GOAL OF THE EXERCISE
Reproduce the records below exactly, leaving their images out.

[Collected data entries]
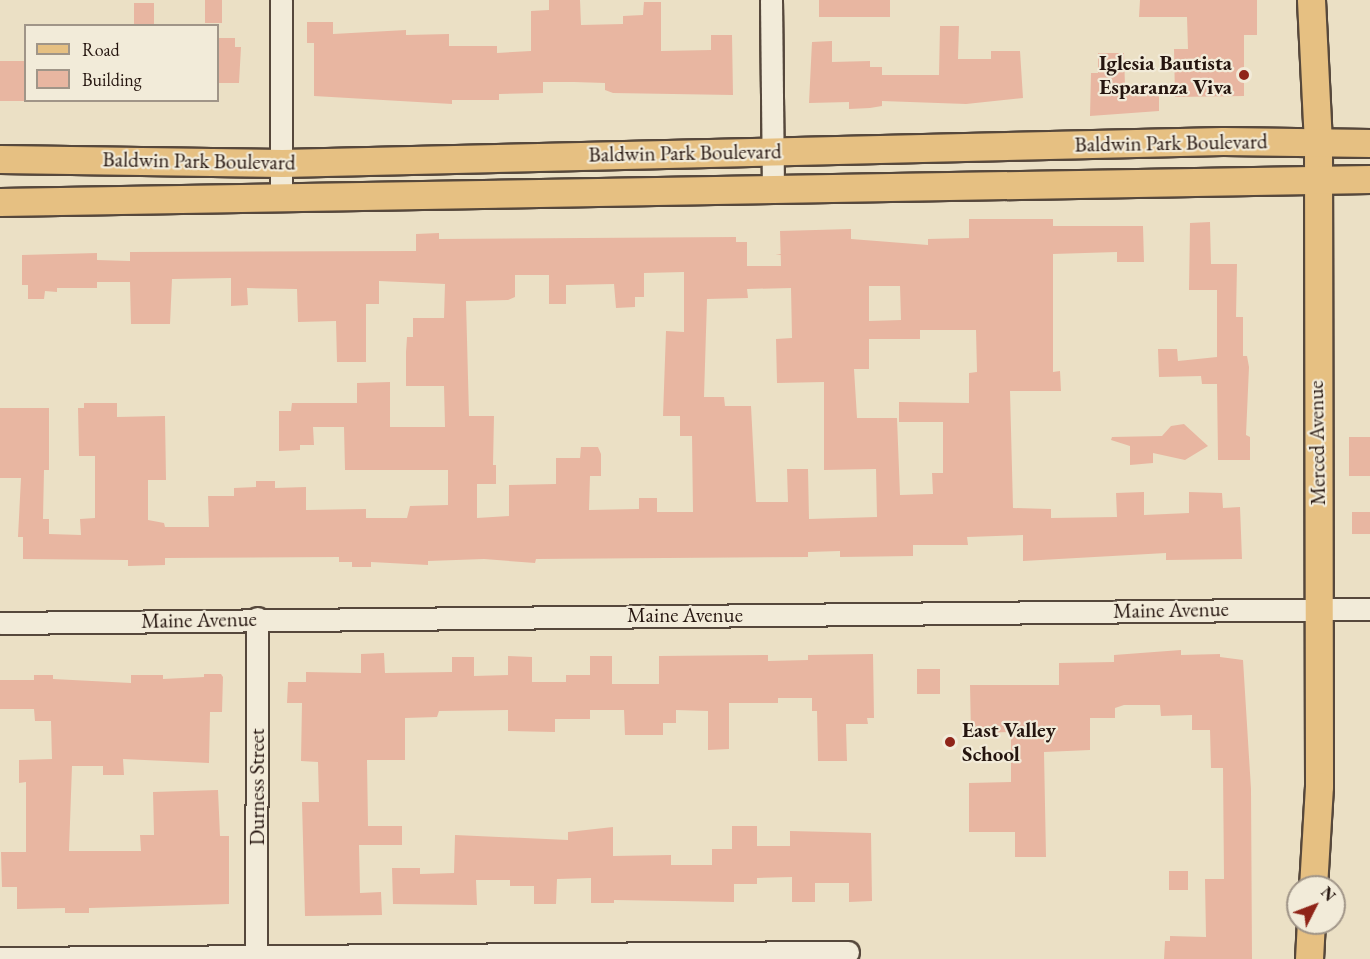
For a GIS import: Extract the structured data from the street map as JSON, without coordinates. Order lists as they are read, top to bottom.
{
  "streets": {
    "main road": ["Baldwin Park Boulevard", "Merced Avenue"],
    "street": ["Maine Avenue", "Durness Street"]
  },
  "crossings": [
    ["Baldwin Park Boulevard", "Merced Avenue"],
    ["Merced Avenue", "Maine Avenue"],
    ["Maine Avenue", "Durness Street"]
  ],
  "places": ["Iglesia Bautista Esparanza Viva", "East Valley School"],
  "legend": ["Road", "Building"],
  "north": "top right"
}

SOLUTION FOR THIS TASK
For a GIS import: Extract the structured data from the street map as JSON, without coordinates. Order lists as they are read, top to bottom.
{
  "streets": {
    "main road": ["Baldwin Park Boulevard", "Merced Avenue"],
    "street": ["Maine Avenue", "Durness Street"]
  },
  "crossings": [
    ["Baldwin Park Boulevard", "Merced Avenue"],
    ["Merced Avenue", "Maine Avenue"],
    ["Maine Avenue", "Durness Street"]
  ],
  "places": ["Iglesia Bautista Esparanza Viva", "East Valley School"],
  "legend": ["Road", "Building"],
  "north": "top right"
}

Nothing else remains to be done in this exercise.